Print, from the listing below, the lines starting at the line containing "Parse the map: labels, road" and ending at the line containing "Input: one rendered map. What", exactly as they stand, and print nothing else.

--*--

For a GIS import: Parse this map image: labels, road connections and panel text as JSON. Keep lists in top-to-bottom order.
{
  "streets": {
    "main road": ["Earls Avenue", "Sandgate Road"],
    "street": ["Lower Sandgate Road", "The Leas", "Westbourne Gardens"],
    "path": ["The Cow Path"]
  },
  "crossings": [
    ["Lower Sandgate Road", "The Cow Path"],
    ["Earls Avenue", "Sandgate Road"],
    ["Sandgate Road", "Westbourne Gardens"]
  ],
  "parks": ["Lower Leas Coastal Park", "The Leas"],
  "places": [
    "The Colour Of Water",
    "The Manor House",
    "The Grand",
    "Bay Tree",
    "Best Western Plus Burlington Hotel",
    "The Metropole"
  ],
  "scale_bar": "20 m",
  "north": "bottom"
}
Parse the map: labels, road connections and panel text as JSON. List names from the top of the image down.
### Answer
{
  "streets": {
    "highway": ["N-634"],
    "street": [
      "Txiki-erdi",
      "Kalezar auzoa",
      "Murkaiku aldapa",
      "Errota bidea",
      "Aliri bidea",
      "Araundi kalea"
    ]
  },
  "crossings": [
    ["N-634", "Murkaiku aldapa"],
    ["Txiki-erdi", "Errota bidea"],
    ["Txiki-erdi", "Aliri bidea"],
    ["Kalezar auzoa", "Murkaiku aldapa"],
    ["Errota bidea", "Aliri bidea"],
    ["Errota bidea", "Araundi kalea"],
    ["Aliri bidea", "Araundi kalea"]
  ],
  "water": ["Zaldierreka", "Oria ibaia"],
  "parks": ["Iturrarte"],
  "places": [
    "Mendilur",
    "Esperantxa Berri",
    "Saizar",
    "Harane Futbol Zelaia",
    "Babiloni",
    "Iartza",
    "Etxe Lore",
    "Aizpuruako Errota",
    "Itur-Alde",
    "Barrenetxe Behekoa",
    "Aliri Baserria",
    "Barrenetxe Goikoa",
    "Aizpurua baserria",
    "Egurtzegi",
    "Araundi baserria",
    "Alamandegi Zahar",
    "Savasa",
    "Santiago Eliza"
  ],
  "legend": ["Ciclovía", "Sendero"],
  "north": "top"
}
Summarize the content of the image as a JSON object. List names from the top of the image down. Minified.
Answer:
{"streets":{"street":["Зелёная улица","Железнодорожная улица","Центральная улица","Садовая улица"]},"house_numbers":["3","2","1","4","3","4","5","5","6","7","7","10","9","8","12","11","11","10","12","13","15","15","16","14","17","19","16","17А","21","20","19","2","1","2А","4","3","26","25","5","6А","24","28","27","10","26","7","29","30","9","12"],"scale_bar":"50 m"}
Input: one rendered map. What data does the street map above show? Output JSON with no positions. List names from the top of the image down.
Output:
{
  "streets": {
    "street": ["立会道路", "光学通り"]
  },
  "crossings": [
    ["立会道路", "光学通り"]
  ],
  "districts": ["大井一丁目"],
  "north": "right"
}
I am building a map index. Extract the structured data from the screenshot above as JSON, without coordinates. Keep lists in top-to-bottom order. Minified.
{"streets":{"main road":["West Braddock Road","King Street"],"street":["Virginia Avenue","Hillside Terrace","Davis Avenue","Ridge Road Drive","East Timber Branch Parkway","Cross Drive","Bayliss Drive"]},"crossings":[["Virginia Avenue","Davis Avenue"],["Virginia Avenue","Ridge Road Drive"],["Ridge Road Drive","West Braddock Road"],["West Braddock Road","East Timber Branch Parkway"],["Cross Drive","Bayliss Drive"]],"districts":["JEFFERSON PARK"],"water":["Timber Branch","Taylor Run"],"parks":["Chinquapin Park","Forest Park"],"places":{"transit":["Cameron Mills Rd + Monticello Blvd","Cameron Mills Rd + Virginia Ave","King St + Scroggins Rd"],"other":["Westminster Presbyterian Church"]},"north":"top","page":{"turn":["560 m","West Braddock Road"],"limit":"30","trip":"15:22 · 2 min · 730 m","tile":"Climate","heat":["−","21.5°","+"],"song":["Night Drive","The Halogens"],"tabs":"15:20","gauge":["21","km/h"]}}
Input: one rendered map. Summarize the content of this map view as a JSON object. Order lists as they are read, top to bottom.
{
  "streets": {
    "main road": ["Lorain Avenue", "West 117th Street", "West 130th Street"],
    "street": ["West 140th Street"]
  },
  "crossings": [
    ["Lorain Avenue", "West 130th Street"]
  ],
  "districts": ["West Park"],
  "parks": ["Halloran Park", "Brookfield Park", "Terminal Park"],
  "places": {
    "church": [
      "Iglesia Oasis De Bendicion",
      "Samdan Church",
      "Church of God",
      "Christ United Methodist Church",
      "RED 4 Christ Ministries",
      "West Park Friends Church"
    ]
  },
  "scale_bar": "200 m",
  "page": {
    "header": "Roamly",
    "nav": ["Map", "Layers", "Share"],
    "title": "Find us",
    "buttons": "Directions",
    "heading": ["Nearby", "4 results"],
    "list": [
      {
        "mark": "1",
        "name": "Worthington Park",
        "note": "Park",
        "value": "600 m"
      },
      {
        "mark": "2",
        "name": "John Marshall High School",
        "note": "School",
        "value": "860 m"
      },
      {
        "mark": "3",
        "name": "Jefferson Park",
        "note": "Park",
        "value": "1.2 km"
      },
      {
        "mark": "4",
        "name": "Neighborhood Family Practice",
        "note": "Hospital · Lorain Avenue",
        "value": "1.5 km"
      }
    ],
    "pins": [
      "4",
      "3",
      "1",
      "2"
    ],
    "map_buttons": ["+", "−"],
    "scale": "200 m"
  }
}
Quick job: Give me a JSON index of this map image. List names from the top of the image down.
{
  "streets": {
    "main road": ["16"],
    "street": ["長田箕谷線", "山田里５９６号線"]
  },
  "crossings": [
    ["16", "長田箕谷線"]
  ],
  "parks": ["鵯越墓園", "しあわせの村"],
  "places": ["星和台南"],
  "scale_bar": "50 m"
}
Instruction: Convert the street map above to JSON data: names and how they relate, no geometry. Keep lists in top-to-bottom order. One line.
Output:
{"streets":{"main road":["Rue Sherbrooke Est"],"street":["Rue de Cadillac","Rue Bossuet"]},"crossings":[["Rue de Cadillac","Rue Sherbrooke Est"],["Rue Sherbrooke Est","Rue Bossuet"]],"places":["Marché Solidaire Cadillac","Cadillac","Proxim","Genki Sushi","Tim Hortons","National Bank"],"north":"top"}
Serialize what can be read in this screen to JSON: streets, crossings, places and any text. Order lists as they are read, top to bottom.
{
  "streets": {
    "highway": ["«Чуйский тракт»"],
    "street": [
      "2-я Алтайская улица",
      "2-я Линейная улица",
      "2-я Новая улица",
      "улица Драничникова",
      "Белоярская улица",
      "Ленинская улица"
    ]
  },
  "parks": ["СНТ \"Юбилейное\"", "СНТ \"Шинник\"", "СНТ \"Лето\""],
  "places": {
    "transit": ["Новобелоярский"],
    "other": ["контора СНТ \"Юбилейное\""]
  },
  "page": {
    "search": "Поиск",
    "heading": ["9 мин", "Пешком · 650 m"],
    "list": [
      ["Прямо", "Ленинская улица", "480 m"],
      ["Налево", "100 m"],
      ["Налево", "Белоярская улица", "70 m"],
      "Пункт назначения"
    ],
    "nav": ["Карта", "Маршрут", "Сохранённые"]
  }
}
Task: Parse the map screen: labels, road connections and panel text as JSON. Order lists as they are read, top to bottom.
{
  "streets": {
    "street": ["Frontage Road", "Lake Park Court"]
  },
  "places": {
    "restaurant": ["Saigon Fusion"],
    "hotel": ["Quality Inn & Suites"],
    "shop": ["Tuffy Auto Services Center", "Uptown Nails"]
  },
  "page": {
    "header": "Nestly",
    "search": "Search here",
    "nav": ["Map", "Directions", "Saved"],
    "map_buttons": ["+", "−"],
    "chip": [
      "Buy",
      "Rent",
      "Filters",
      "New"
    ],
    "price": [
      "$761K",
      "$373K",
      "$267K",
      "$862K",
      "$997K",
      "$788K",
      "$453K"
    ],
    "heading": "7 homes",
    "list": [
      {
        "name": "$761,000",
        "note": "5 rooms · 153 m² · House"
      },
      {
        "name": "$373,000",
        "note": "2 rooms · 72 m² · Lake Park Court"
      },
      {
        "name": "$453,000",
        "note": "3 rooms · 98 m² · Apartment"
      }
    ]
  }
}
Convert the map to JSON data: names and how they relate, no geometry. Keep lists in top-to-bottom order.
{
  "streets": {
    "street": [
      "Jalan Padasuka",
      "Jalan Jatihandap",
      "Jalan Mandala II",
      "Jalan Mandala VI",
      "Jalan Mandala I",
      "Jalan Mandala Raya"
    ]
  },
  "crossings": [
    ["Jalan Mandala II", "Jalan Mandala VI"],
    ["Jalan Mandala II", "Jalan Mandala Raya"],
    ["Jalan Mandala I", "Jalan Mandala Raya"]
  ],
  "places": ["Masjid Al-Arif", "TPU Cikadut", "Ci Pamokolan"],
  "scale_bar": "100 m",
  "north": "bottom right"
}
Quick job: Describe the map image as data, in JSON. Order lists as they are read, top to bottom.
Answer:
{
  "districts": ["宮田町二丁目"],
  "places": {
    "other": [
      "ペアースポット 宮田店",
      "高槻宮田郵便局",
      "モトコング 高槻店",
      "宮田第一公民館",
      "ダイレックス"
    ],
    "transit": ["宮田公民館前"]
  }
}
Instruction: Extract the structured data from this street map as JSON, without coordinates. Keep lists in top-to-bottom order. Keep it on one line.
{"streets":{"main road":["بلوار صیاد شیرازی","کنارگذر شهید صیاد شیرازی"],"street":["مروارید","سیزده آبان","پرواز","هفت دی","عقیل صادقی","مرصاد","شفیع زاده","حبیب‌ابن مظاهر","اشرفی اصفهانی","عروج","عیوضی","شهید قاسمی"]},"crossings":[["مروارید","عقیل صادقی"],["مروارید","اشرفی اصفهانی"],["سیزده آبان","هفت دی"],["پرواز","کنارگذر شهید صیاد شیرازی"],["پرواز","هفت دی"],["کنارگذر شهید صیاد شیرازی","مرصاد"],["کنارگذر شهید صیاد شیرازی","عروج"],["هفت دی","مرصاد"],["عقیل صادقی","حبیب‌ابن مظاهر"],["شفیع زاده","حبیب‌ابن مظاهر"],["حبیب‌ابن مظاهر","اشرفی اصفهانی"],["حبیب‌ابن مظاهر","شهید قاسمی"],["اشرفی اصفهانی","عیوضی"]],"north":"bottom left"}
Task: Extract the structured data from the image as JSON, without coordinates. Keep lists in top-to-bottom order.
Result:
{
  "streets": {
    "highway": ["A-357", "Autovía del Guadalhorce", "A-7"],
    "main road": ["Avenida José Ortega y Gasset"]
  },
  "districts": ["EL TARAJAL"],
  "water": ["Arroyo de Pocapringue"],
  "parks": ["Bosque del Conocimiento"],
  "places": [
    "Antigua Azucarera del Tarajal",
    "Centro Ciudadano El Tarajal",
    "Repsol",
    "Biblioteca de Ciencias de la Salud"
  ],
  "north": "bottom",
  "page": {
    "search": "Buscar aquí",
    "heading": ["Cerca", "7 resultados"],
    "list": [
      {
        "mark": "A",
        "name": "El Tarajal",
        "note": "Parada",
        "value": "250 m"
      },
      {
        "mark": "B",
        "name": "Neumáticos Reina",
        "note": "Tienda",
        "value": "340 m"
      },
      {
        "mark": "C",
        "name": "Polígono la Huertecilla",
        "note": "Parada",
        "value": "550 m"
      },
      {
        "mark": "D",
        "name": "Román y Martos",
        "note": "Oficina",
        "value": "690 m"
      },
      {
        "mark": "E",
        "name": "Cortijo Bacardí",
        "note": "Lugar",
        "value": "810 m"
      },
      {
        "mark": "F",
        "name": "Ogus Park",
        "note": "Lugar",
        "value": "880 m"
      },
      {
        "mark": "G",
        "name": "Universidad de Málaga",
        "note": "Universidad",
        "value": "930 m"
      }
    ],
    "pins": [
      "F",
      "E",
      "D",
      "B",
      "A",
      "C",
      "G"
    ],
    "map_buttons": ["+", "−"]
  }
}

--*--

Solution for this exercise ->
Parse the map: labels, road connections and panel text as JSON. List names from the top of the image down.
### Answer
{
  "streets": {
    "highway": ["N-634"],
    "street": [
      "Txiki-erdi",
      "Kalezar auzoa",
      "Murkaiku aldapa",
      "Errota bidea",
      "Aliri bidea",
      "Araundi kalea"
    ]
  },
  "crossings": [
    ["N-634", "Murkaiku aldapa"],
    ["Txiki-erdi", "Errota bidea"],
    ["Txiki-erdi", "Aliri bidea"],
    ["Kalezar auzoa", "Murkaiku aldapa"],
    ["Errota bidea", "Aliri bidea"],
    ["Errota bidea", "Araundi kalea"],
    ["Aliri bidea", "Araundi kalea"]
  ],
  "water": ["Zaldierreka", "Oria ibaia"],
  "parks": ["Iturrarte"],
  "places": [
    "Mendilur",
    "Esperantxa Berri",
    "Saizar",
    "Harane Futbol Zelaia",
    "Babiloni",
    "Iartza",
    "Etxe Lore",
    "Aizpuruako Errota",
    "Itur-Alde",
    "Barrenetxe Behekoa",
    "Aliri Baserria",
    "Barrenetxe Goikoa",
    "Aizpurua baserria",
    "Egurtzegi",
    "Araundi baserria",
    "Alamandegi Zahar",
    "Savasa",
    "Santiago Eliza"
  ],
  "legend": ["Ciclovía", "Sendero"],
  "north": "top"
}
Summarize the content of the image as a JSON object. List names from the top of the image down. Minified.
Answer:
{"streets":{"street":["Зелёная улица","Железнодорожная улица","Центральная улица","Садовая улица"]},"house_numbers":["3","2","1","4","3","4","5","5","6","7","7","10","9","8","12","11","11","10","12","13","15","15","16","14","17","19","16","17А","21","20","19","2","1","2А","4","3","26","25","5","6А","24","28","27","10","26","7","29","30","9","12"],"scale_bar":"50 m"}
Input: one rendered map. What data does the street map above show? Output JSON with no positions. List names from the top of the image down.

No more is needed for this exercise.